Problem to work on: Copy every line that contains the string "Miscelánea" from the entries below.

------ Provided information

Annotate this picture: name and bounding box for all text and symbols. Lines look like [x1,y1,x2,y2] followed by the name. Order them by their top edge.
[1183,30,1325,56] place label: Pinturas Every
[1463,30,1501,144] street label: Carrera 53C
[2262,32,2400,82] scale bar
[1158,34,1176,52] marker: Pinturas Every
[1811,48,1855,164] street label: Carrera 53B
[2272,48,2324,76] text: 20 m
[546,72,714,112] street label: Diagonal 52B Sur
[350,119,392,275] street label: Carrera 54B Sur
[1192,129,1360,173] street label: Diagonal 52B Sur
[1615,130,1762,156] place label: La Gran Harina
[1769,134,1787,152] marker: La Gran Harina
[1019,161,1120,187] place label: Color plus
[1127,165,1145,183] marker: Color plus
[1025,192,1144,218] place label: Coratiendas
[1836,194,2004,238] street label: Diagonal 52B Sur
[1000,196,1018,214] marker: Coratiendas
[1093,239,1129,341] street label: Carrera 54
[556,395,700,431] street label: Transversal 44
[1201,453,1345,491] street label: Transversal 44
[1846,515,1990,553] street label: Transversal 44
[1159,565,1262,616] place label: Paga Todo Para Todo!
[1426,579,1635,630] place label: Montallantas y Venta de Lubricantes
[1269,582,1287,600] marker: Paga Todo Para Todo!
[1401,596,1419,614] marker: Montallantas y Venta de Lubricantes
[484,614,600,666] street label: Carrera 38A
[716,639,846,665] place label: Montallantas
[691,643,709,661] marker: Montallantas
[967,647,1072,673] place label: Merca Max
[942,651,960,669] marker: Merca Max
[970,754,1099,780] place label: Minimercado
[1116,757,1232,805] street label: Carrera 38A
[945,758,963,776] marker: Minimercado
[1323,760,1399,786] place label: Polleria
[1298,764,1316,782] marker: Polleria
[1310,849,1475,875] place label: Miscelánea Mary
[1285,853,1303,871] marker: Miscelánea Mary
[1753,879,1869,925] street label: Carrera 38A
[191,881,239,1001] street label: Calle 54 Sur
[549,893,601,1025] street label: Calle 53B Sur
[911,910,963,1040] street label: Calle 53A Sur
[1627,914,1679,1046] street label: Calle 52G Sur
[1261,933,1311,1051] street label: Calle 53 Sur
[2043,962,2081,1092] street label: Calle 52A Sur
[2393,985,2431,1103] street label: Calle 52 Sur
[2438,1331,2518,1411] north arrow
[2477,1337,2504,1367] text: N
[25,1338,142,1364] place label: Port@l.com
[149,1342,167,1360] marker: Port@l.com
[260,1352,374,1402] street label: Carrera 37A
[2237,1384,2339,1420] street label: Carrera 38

------------

Solution below:
[1310,849,1475,875] place label: Miscelánea Mary
[1285,853,1303,871] marker: Miscelánea Mary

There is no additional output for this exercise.